What is Apache Spark?

Apache Spark is an open-source distributed computing engine that is used for Big Data processing.

It is a general-purpose engine as it supports Python, R, SQL, Scala, and Java.

What is Apache Spark used for?

Apache Spark is often used with Big Data as it allows for distributed computing and it offers built-in data streaming, machine learning, SQL, and graph processing. It is often used by data engineers and data scientists.

What is PySpark used for?

PySpark is used as an API for Apache Spark.
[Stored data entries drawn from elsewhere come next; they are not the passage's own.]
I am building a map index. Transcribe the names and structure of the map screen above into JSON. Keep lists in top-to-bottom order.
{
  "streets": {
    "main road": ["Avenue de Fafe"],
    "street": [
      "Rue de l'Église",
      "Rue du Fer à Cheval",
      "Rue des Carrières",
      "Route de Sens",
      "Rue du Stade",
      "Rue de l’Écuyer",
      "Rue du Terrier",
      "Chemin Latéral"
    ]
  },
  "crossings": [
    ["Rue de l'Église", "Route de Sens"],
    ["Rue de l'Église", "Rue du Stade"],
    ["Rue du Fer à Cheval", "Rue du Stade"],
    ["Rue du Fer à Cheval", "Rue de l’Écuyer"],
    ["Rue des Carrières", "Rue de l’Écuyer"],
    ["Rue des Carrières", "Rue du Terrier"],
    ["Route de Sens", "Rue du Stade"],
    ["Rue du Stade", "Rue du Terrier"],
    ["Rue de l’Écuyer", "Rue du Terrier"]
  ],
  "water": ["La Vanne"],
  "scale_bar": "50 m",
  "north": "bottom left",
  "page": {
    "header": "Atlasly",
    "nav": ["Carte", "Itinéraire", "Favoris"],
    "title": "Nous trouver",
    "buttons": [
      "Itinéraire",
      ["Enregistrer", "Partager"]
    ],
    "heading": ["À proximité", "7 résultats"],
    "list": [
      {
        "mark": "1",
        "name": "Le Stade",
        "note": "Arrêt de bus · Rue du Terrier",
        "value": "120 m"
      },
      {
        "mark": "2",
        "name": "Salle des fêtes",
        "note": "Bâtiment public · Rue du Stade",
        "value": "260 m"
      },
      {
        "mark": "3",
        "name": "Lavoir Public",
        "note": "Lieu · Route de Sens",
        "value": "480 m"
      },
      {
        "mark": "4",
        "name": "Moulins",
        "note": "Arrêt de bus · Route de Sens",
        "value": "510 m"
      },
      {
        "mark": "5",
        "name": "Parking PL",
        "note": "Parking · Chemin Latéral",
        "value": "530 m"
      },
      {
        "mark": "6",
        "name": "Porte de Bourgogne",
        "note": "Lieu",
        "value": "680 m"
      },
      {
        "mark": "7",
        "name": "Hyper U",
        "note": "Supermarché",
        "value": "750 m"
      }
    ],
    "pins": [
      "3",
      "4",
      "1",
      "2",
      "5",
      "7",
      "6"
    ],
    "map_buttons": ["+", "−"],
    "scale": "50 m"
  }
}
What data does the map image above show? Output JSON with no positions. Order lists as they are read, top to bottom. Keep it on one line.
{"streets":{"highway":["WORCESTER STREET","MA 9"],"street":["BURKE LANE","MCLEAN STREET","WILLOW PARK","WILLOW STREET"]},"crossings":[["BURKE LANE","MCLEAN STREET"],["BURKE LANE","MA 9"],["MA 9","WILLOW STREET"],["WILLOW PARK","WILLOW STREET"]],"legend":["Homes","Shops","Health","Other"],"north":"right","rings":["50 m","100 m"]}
This allows us to leave the Apache Spark terminal and enter our preferred Python programming IDE without losing what Apache Spark has to offer.

Is Apache Spark free?

Apache Spark is an open-source engine and thus it is completely free to download and use.

Why should I use Apache Spark?

  • Apache Spark offers distributed computing
  • Apache Spark is easy to use
  • Apache Spark is free
  • Offer advanced analytics
  • Is a very powerful engine
  • Offers machine learning, streaming, SQL, and graph processing modules
  • Is applicable to various programming languages like Python, R, Java…
  • Has a good community and is advancing as a product

Why shouldn’t I use Apache Spark?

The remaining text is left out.